About this task
Search the entries below for the string "filter" and give the number of lines that hold it, nothing else.

Records shown
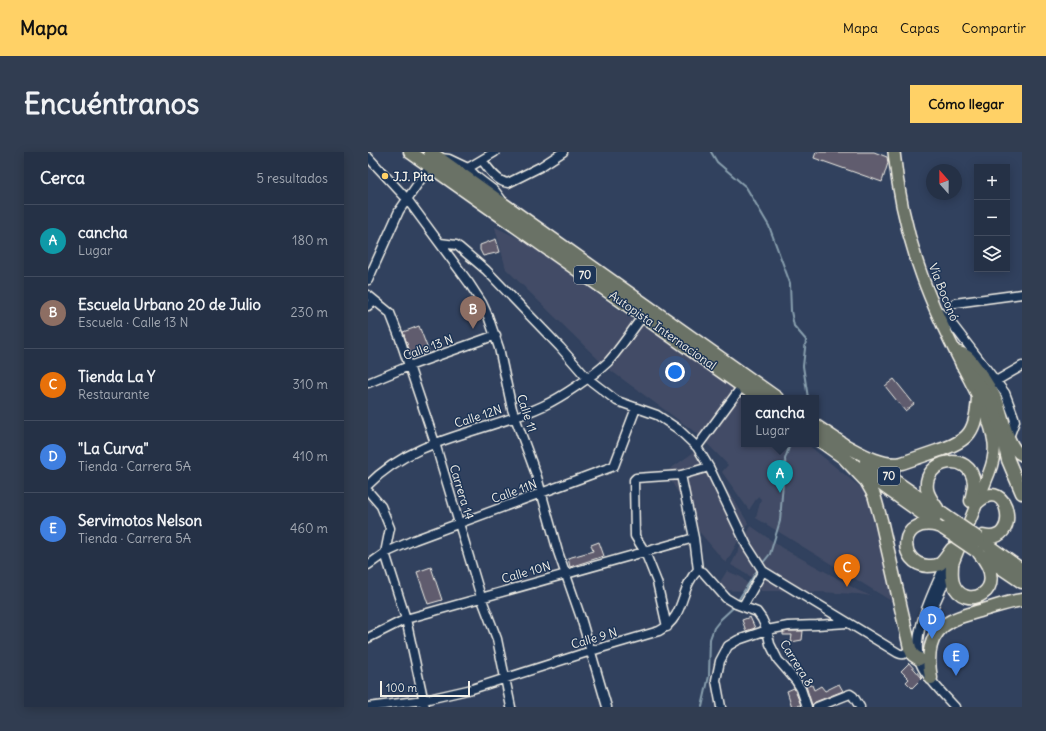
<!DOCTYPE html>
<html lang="es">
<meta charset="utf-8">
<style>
body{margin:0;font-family:Delius,sans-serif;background:#313d51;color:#f1f3f6}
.controls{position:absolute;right:12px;top:12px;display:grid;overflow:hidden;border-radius:0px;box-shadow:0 2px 10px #0003}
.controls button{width:36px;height:36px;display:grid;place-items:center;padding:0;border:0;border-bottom:1px solid #424c5f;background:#253146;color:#f1f3f6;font:20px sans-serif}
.compass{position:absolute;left:558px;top:12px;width:36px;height:36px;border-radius:50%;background:#253146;box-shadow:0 2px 10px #0003;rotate:339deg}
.scale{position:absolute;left:12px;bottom:10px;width:90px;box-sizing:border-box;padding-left:4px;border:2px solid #f4f1e8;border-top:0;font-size:11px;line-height:14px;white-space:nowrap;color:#f4f1e8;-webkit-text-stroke:3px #1d3557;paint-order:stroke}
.you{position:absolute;left:307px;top:220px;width:14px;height:14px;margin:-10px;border:3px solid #fff;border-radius:50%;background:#1a73e8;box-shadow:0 0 0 6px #1a73e833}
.badge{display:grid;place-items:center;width:26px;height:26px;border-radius:50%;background:#ffd166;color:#fff;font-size:13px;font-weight:700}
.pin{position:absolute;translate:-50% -33px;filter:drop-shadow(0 1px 2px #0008)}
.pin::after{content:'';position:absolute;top:21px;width:14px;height:12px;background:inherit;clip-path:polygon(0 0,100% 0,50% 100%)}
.popup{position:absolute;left:373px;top:243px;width:78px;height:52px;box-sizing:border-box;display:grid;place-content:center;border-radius:0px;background:#253146;filter:drop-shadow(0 1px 3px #0005);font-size:13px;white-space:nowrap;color:#a3a9b3}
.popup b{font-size:15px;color:#f1f3f6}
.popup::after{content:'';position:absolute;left:50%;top:100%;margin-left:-8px;border:8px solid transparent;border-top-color:#253146}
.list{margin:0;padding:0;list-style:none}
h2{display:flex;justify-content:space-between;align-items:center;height:52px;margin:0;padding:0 16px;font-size:17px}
h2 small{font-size:13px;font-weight:400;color:#a3a9b3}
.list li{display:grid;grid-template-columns:26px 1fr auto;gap:12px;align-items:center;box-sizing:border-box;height:72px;padding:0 16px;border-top:1px solid #424c5f}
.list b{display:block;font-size:15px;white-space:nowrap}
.list p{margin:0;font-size:13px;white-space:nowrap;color:#a3a9b3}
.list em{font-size:13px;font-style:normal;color:#a3a9b3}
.icon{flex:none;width:22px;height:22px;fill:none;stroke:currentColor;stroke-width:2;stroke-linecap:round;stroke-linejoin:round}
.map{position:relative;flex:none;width:654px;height:555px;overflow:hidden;border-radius:0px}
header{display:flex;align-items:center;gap:24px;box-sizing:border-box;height:56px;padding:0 20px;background:#ffd166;color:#111}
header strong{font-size:19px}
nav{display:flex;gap:22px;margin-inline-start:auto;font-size:14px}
.intro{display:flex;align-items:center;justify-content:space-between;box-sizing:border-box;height:96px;padding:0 24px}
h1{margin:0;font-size:28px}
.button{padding:10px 18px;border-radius:0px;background:#ffd166;color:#111;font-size:14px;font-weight:700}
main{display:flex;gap:24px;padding:0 24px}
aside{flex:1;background:#253146;border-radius:0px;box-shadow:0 2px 10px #0003}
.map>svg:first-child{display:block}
.built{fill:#434c66}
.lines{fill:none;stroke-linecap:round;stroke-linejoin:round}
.stream{stroke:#889fae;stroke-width:2}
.building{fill:#605c6e;stroke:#f4f1e8}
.minor-casing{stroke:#f4f1e8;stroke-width:11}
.major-casing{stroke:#f4f1e8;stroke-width:14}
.highway-casing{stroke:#f4f1e8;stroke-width:15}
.minor{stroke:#1d3557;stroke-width:8}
.major{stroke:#6a7266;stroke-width:11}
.highway{stroke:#6a7266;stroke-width:12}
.highway-bridge-casing{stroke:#f4f1e8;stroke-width:15;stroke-linecap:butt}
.highway-bridge{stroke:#6a7266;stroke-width:12}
.poi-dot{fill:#ffd166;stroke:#1d3557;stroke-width:1.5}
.labels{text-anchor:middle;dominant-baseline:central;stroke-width:3;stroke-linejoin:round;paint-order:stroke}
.shield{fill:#1d3557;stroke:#b4b9bc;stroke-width:1}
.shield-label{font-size:11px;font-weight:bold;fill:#f4f1e8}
.poi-label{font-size:12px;font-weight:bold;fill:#f4f1e8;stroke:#1d3557;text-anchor:start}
.street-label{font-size:12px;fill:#f4f1e8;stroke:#1d3557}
</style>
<header>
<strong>Mapa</strong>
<nav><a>Mapa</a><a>Capas</a><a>Compartir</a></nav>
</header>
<div class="intro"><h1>Encuéntranos</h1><a class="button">Cómo llegar</a></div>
<main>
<aside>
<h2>Cerca<small>5 resultados</small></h2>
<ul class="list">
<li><span class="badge" style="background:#0f9aa8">A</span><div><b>cancha</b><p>Lugar</p></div><em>180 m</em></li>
<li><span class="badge" style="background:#8d6e63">B</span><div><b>Escuela Urbano 20 de Julio</b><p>Escuela · Calle 13 N</p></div><em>230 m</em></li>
<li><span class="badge" style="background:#e8710a">C</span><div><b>Tienda La Y</b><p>Restaurante</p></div><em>310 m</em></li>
<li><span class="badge" style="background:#3f7fe0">D</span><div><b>&quot;La Curva&quot;</b><p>Tienda · Carrera 5A</p></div><em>410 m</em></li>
<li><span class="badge" style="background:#3f7fe0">E</span><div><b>Servimotos Nelson</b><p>Tienda · Carrera 5A</p></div><em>460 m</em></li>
</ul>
</aside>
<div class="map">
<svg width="654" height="555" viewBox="0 0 654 555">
<rect width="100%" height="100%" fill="#31415e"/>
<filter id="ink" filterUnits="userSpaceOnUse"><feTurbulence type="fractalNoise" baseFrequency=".025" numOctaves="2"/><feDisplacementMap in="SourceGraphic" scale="8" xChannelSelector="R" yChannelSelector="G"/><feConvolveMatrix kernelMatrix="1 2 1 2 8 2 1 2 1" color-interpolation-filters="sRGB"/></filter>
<g filter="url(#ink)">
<path class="built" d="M127 75 156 89 268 170 236 213 138 117Z
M274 173 365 235 377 246 376 292H439L498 340 525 450 388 366 393 347 390 344 381 358 354 320 360 313 331 283 242 218Z
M329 298 366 348 380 371 358 411 328 376 319 356 298 320Z
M383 374 414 396 467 425 489 438 503 444 490 442 431 439H393L386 428 378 421 363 413Z
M359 419 373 425 386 439 347 438Z"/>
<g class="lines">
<path class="stream" d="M343 0 349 10 378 35 401 74 422 131 423 159 426 174 438 188 435 214 440 246
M394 412 402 402 412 369 415 330 418 321 417 307 422 292
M369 450 390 417
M334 555 341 524 342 487 346 476 353 467 367 454"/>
</g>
<path class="building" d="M448 0H506L519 5 520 11 514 30 446 6Z
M128 87 132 100 115 104 112 98V93Z
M51 174 61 200 44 206 35 180Z
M526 227 546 252 537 259 517 234Z
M231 390 236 404 202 415 200 406 225 399 223 393Z
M63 415 74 448 60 452 49 420Z
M382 465 387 476 378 479 374 468Z
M421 479H435L434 488 423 490 424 483H415V480Z
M541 511 554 526 544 536 538 530 541 527 533 519Z
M471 532 475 539 447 550 444 553 438 534 444 533 446 538 453 534 457 539Z
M426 536 433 553 424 555 419 539Z"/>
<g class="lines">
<defs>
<path id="minor" d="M0 5 39 47 101 131 114 151 120 164 131 196 144 257 169 325 190 400 213 466 239 555
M73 6 81 7 100 16 110 26 127 39 133 47
M114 8C120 16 129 30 140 31L172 15 195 0
M100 16 127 0
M72 91 88 93 91 95 118 118 192 195 219 226 249 249 289 263 310 277 329 295 341 315 379 394 395 419 530 501C536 504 538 501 542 496
M0 128 31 59 62 14
M0 143 22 161 31 184 67 291 113 445 129 487 143 555
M587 151 654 142
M0 154 6 148
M570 159 584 172 637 241 646 265 647 269 641 285
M628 229 654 214
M0 231 41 214 128 183
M329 295 374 234
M313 323 326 386 330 418
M0 333C46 285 117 281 175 254 194 245 225 224 240 210 252 197 264 178 275 164
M0 339 13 354 22 376 17 401 38 467 57 555
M579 408C568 435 539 486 554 515 561 528 577 544 587 555
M0 413 17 401 46 388 246 314 268 256
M330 418 335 420 358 446 368 452 389 460 394 467 399 478 402 492 410 508 428 529 433 537 439 555
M375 454 395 419
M564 458 582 418
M299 475 289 430 277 400 267 384 266 328 268 326 313 323 341 315
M0 486 38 467 326 386
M0 555 56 548 104 537 223 499 291 479C319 464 311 436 330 418
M353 555 348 528 352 509 360 494 370 488 399 478 420 474 449 473 479 471
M449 555 482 542 485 544 492 555"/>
<path id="major" d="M526 0C530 41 540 85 554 124 565 155 580 186 595 215 607 239 622 264 626 291 627 301 625 311 621 321L584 413
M587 199C592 201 597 202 601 206 609 215 625 240 630 251 635 265 640 297 654 303"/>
<path id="highway" d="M42 0 391 246
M62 0 409 246
M594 213 612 234 625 253 633 278 640 308 654 341
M448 274 475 292
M448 286 576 377
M469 289C487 298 513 316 534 311 546 307 557 303 569 299 602 289 608 279 610 245
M477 307 498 329 506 343 513 368 542 496 545 503 551 507
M498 309 576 363
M610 350C641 321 654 394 615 384
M569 356C565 350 560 344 559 337 555 307 603 298 606 331 606 337 604 343 603 349
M570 374C530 364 529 412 560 414 564 414 568 414 572 412 577 408 580 402 584 397
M611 387 654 418
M617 405 654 430
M584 413C584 419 583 425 585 431 595 461 645 440 611 401
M563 526C559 504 560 481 583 469 592 464 602 462 612 459 626 455 640 450 654 448"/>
</defs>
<use href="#minor" class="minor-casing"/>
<use href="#major" class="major-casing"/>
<use href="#highway" class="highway-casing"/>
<use href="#minor" class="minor"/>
<use href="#major" class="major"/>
<use href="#highway" class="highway"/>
<defs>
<path id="highway-bridge" d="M576 363 611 387
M576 377 607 398"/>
</defs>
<use href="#highway-bridge" class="highway-bridge-casing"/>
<use href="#highway-bridge" class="highway-bridge"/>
</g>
</g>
<circle class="poi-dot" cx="17" cy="24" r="4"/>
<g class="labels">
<g class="shield">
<rect x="206" y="114" width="22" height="18" rx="3"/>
<rect x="510" y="315" width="22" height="18" rx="3"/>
</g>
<g class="shield-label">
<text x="217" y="123">70</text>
<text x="521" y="324">70</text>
</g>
<g class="poi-label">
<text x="25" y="24">J.J. Pita</text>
</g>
<g class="street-label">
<text transform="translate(576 140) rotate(68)">Vía Boconó</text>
<text transform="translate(295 178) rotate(35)">Autopista Internacional</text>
<text transform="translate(60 195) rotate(-20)">Calle 13 N</text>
<text transform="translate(159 261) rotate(72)">Calle 11</text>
<text transform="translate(110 264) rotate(-18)">Calle 12N</text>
<text transform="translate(146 339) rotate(-20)">Calle 11N</text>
<text transform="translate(94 340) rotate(73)">Carrera 14</text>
<text transform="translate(158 420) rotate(-16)">Calle 10N</text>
<text transform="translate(226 486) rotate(-16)">Calle 9 N</text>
<text transform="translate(429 511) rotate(58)">Carrera 8</text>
</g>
</g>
</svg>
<div class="controls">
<button>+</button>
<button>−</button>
<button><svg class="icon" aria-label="layers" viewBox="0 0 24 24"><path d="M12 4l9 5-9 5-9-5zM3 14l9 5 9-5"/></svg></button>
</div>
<svg class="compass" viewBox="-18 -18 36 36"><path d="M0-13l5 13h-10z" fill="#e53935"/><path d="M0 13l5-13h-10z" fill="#a3a9b3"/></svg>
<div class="scale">100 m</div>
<div class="you"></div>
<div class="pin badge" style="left:412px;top:341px;background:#0f9aa8">A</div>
<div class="popup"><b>cancha</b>Lugar</div>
<div class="pin badge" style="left:105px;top:177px;background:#8d6e63">B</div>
<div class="pin badge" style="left:479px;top:435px;background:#e8710a">C</div>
<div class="pin badge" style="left:564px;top:487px;background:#3f7fe0">D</div>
<div class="pin badge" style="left:588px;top:524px;background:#3f7fe0">E</div>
</div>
</main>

Solution for this exercise
4